# Speed Control Of Induction Motor Drive

Recently, attention has been given to the identification of the instantaneous value of the rotor resistance while the drive is in normal operation... - P V Narendra Kumar

Indirect Field Oriented Controlled (IFOC) induction motor drives are being increasingly used in high-performance drive systems, as induction motors are more reliable because of their construction and less expensive materials used, than any other motors available in the market today. As indirect field orientation utilises an inherent slip relation, it is essentially a feed forward scheme and hence depends greatly on the accuracy of the motor parameters used in the vector controller – particularly to the rotor resistance.
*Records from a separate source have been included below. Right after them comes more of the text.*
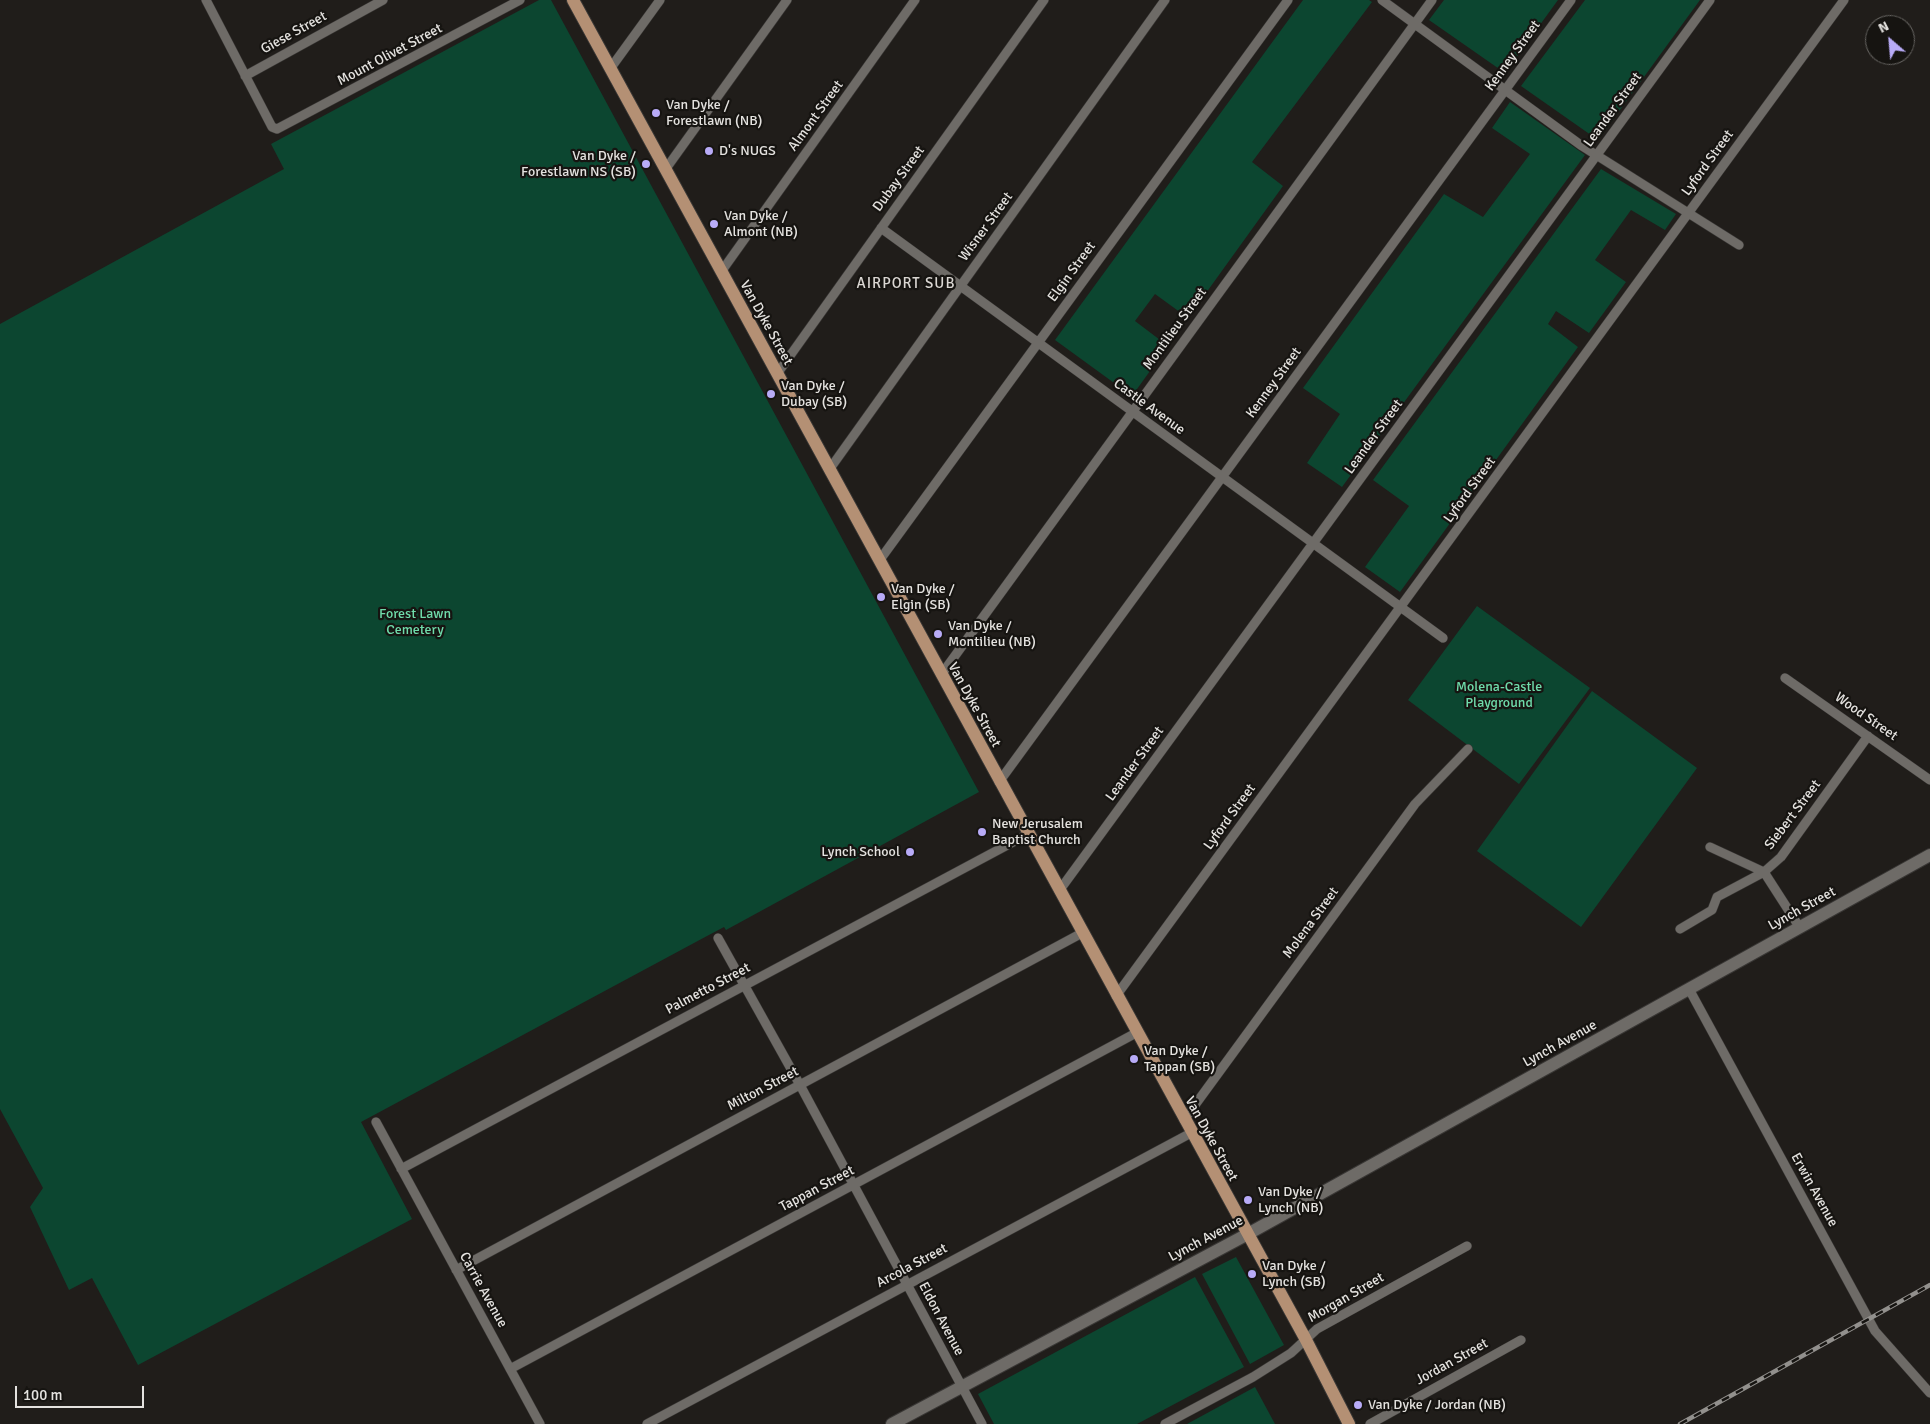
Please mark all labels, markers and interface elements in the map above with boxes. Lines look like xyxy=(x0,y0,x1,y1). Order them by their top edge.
street label: Giese Street xyxy=(258,8,330,58)
north arrow xyxy=(1865,15,1915,65)
street label: Kenney Street xyxy=(1482,17,1544,95)
text: N xyxy=(1875,17,1892,37)
street label: Mount Olivet Street xyxy=(335,20,445,90)
street label: Leander Street xyxy=(1580,70,1646,150)
street label: Almont Street xyxy=(785,77,847,155)
place label: Van Dyke / Forestlawn (NB) xyxy=(666,97,762,130)
marker: Van Dyke / Forestlawn (NB) xyxy=(650,107,662,119)
street label: Lyford Street xyxy=(1679,127,1737,199)
place label: D's NUGS xyxy=(719,143,776,159)
street label: Dubay Street xyxy=(870,143,928,215)
marker: D's NUGS xyxy=(703,145,715,157)
place label: Van Dyke / Forestlawn NS (SB) xyxy=(521,148,636,180)
marker: Van Dyke / Forestlawn NS (SB) xyxy=(640,158,652,170)
street label: Wisner Street xyxy=(955,189,1017,265)
place label: Van Dyke / Almont (NB) xyxy=(724,208,798,240)
marker: Van Dyke / Almont (NB) xyxy=(708,218,720,230)
street label: Elgin Street xyxy=(1045,239,1099,305)
district label: AIRPORT SUB xyxy=(855,275,957,293)
street label: Van Dyke Street xyxy=(736,278,796,368)
street label: Montilieu Street xyxy=(1140,285,1210,373)
street label: Kenney Street xyxy=(1243,344,1305,422)
street label: Castle Avenue xyxy=(1110,375,1188,439)
place label: Van Dyke / Dubay (SB) xyxy=(781,378,847,411)
marker: Van Dyke / Dubay (SB) xyxy=(765,388,777,400)
street label: Leander Street xyxy=(1341,397,1407,477)
street label: Lyford Street xyxy=(1441,454,1499,526)
place label: Van Dyke / Elgin (SB) xyxy=(891,581,955,614)
marker: Van Dyke / Elgin (SB) xyxy=(875,591,887,603)
park label: Forest Lawn Cemetery xyxy=(379,606,451,638)
place label: Van Dyke / Montilieu (NB) xyxy=(948,618,1036,650)
marker: Van Dyke / Montilieu (NB) xyxy=(932,628,944,640)
street label: Van Dyke Street xyxy=(944,660,1004,750)
park label: Molena-Castle Playground xyxy=(1456,679,1542,712)
street label: Wood Street xyxy=(1831,689,1901,745)
street label: Leander Street xyxy=(1102,724,1168,804)
street label: Siebert Street xyxy=(1761,777,1825,853)
street label: Lyford Street xyxy=(1201,781,1259,853)
place label: New Jerusalem Baptist Church xyxy=(992,816,1083,849)
marker: New Jerusalem Baptist Church xyxy=(976,826,988,838)
place label: Lynch School xyxy=(821,844,900,860)
marker: Lynch School xyxy=(904,846,916,858)
street label: Molena Street xyxy=(1280,884,1342,962)
street label: Lynch Street xyxy=(1765,884,1839,934)
street label: Palmetto Street xyxy=(663,960,753,1018)
street label: Lynch Avenue xyxy=(1520,1017,1600,1071)
place label: Van Dyke / Tappan (SB) xyxy=(1144,1043,1215,1076)
marker: Van Dyke / Tappan (SB) xyxy=(1128,1053,1140,1065)
street label: Milton Street xyxy=(725,1063,801,1115)
street label: Van Dyke Street xyxy=(1181,1094,1241,1184)
street label: Erwin Avenue xyxy=(1787,1150,1841,1230)
street label: Tappan Street xyxy=(777,1162,857,1216)
place label: Van Dyke / Lynch (NB) xyxy=(1258,1184,1323,1216)
marker: Van Dyke / Lynch (NB) xyxy=(1242,1194,1254,1206)
street label: Lynch Avenue xyxy=(1166,1212,1246,1266)
street label: Arcola Street xyxy=(874,1240,950,1292)
street label: Carrie Avenue xyxy=(455,1249,511,1331)
place label: Van Dyke / Lynch (SB) xyxy=(1262,1258,1326,1290)
marker: Van Dyke / Lynch (SB) xyxy=(1246,1268,1258,1280)
street label: Morgan Street xyxy=(1305,1269,1387,1327)
street label: Eldon Avenue xyxy=(915,1279,967,1359)
street label: Jordan Street xyxy=(1413,1335,1491,1389)
scale bar xyxy=(18,1376,146,1408)
text: 100 m xyxy=(23,1386,63,1404)
place label: Van Dyke / Jordan (NB) xyxy=(1368,1397,1506,1413)
marker: Van Dyke / Jordan (NB) xyxy=(1352,1399,1364,1411)

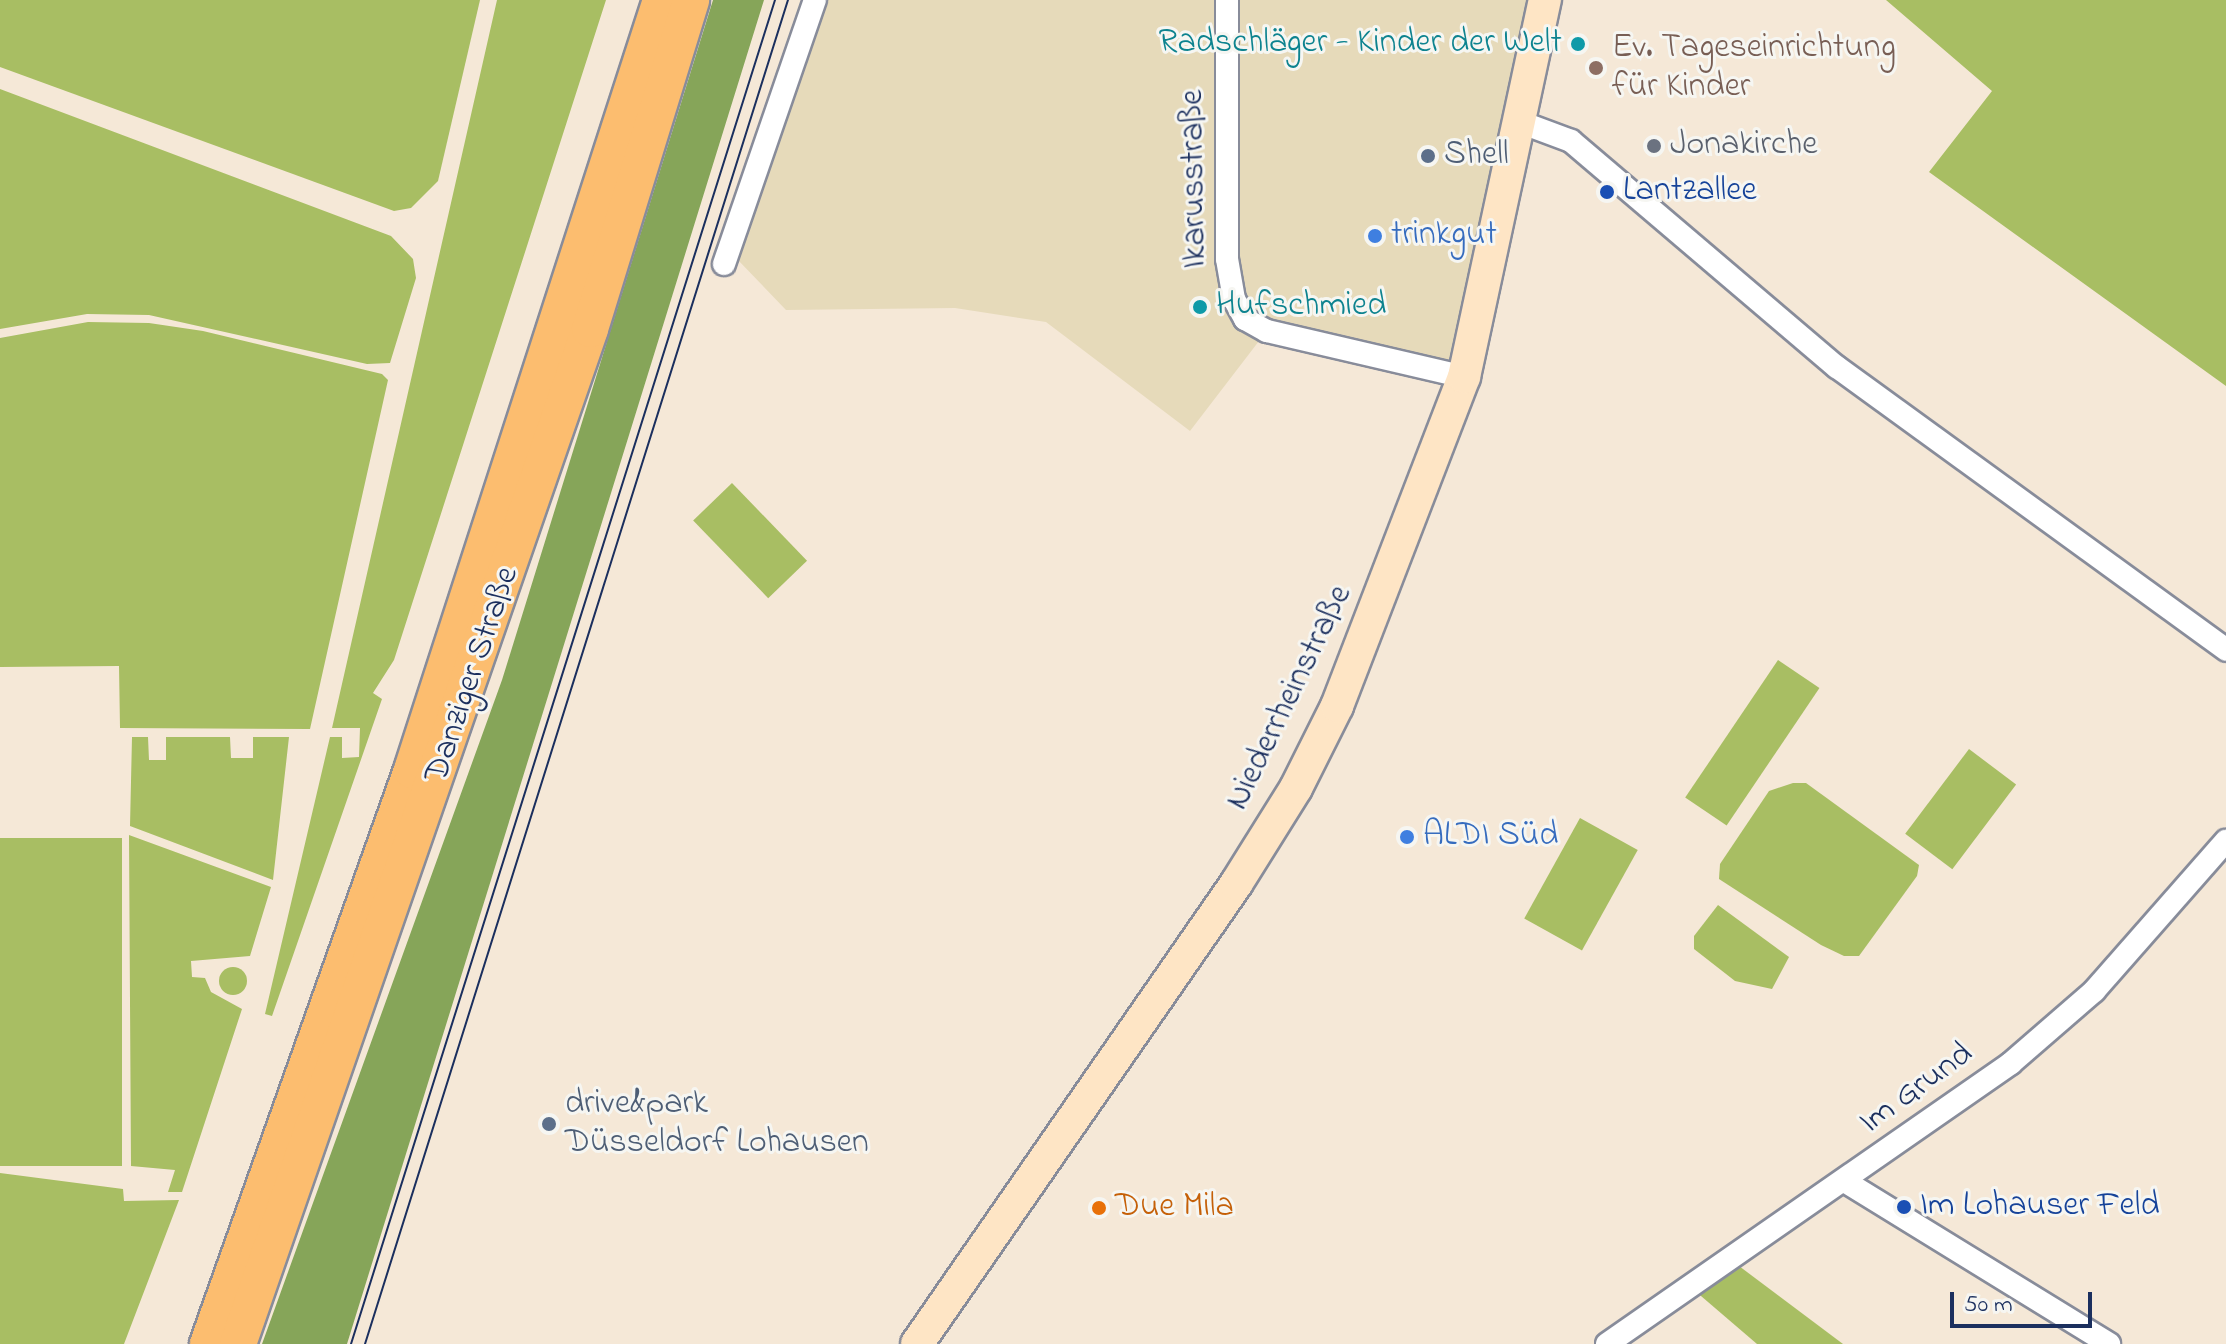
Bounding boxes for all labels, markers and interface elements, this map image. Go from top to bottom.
place label: Radschläger - Kinder der Welt [1159,24,1562,64]
place label: Ev. Tageseinrichtung für Kinder [1612,28,1896,108]
marker: Radschläger - Kinder der Welt [1569,35,1587,53]
marker: Ev. Tageseinrichtung für Kinder [1587,59,1605,77]
street label: Ikarusstraße [1173,89,1217,269]
place label: Jonakirche [1670,126,1817,166]
place label: Shell [1444,136,1509,176]
marker: Jonakirche [1645,137,1663,155]
marker: Shell [1419,147,1437,165]
place label: Lantzallee [1623,172,1757,212]
marker: Lantzallee [1598,183,1616,201]
place label: trinkgut [1391,216,1497,256]
marker: trinkgut [1366,227,1384,245]
place label: Hufschmied [1216,287,1386,327]
marker: Hufschmied [1191,298,1209,316]
street label: Danziger Straße [417,562,529,788]
street label: Niederrheinstraße [1218,579,1362,817]
place label: ALDI Süd [1423,817,1558,857]
marker: ALDI Süd [1398,828,1416,846]
street label: Im Grund [1852,1034,1982,1144]
place label: drive&park Düsseldorf Lohausen [565,1084,869,1164]
marker: drive&park Düsseldorf Lohausen [540,1115,558,1133]
place label: Im Lohauser Feld [1920,1187,2160,1227]
place label: Due Mila [1115,1188,1234,1228]
marker: Im Lohauser Feld [1895,1198,1913,1216]
marker: Due Mila [1090,1199,1108,1217]
scale bar [1954,1276,2096,1326]
text: 50 m [1964,1288,2013,1323]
It changes widely with the rotor temperature, resulting in various harmful effects – such as over (or under) excitation, the destruction of the decoupled condition of the flux and torque, etc. Recently, attention has been given to the identification of the instantaneous value of the rotor resistance while the drive is in normal operation. So far, several approaches have been presented. A new sliding mode current observer for an induction motor is developed. Sliding mode functions are chosen to determine speed and rotor resistance of an induction motor in which the speed and rotor resistance are assumed to be unknown constant parameters. In, a method using a programmable cascaded low pass filter for the estimation of rotor flux of an induction motor, with a view to estimate the rotor time constant of an indirect field orientation controlled induction motor drive, is investigated. The estimated rotor flux data has also been used for the on-line rotor resistance identification with artificial neural network. Despite all these effects, rotor resistance estimation remains a difficult problem.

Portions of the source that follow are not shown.